*Task description*
Write out each record below, word for word.

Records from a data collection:

⁂

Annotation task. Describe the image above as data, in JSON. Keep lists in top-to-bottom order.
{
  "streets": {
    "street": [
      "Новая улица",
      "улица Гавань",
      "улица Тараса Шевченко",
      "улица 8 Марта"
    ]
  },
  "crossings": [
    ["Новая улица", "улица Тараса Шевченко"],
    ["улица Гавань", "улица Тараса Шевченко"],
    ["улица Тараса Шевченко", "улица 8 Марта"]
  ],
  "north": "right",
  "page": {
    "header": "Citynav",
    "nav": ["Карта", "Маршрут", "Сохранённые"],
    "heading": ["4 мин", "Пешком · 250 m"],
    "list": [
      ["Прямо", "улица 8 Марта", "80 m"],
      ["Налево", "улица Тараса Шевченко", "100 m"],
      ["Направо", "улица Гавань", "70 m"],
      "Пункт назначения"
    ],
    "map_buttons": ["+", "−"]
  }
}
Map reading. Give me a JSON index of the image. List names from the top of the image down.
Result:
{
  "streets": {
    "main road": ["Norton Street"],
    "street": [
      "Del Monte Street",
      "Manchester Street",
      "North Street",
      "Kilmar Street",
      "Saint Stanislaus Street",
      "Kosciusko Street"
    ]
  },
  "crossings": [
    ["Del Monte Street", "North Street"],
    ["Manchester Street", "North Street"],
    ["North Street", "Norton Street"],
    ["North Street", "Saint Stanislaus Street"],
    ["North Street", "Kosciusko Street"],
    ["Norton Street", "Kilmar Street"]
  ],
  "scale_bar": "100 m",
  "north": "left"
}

⁂

*Written answer*
Annotation task. Describe the image above as data, in JSON. Keep lists in top-to-bottom order.
{
  "streets": {
    "street": [
      "Новая улица",
      "улица Гавань",
      "улица Тараса Шевченко",
      "улица 8 Марта"
    ]
  },
  "crossings": [
    ["Новая улица", "улица Тараса Шевченко"],
    ["улица Гавань", "улица Тараса Шевченко"],
    ["улица Тараса Шевченко", "улица 8 Марта"]
  ],
  "north": "right",
  "page": {
    "header": "Citynav",
    "nav": ["Карта", "Маршрут", "Сохранённые"],
    "heading": ["4 мин", "Пешком · 250 m"],
    "list": [
      ["Прямо", "улица 8 Марта", "80 m"],
      ["Налево", "улица Тараса Шевченко", "100 m"],
      ["Направо", "улица Гавань", "70 m"],
      "Пункт назначения"
    ],
    "map_buttons": ["+", "−"]
  }
}
Map reading. Give me a JSON index of the image. List names from the top of the image down.
Result:
{
  "streets": {
    "main road": ["Norton Street"],
    "street": [
      "Del Monte Street",
      "Manchester Street",
      "North Street",
      "Kilmar Street",
      "Saint Stanislaus Street",
      "Kosciusko Street"
    ]
  },
  "crossings": [
    ["Del Monte Street", "North Street"],
    ["Manchester Street", "North Street"],
    ["North Street", "Norton Street"],
    ["North Street", "Saint Stanislaus Street"],
    ["North Street", "Kosciusko Street"],
    ["Norton Street", "Kilmar Street"]
  ],
  "scale_bar": "100 m",
  "north": "left"
}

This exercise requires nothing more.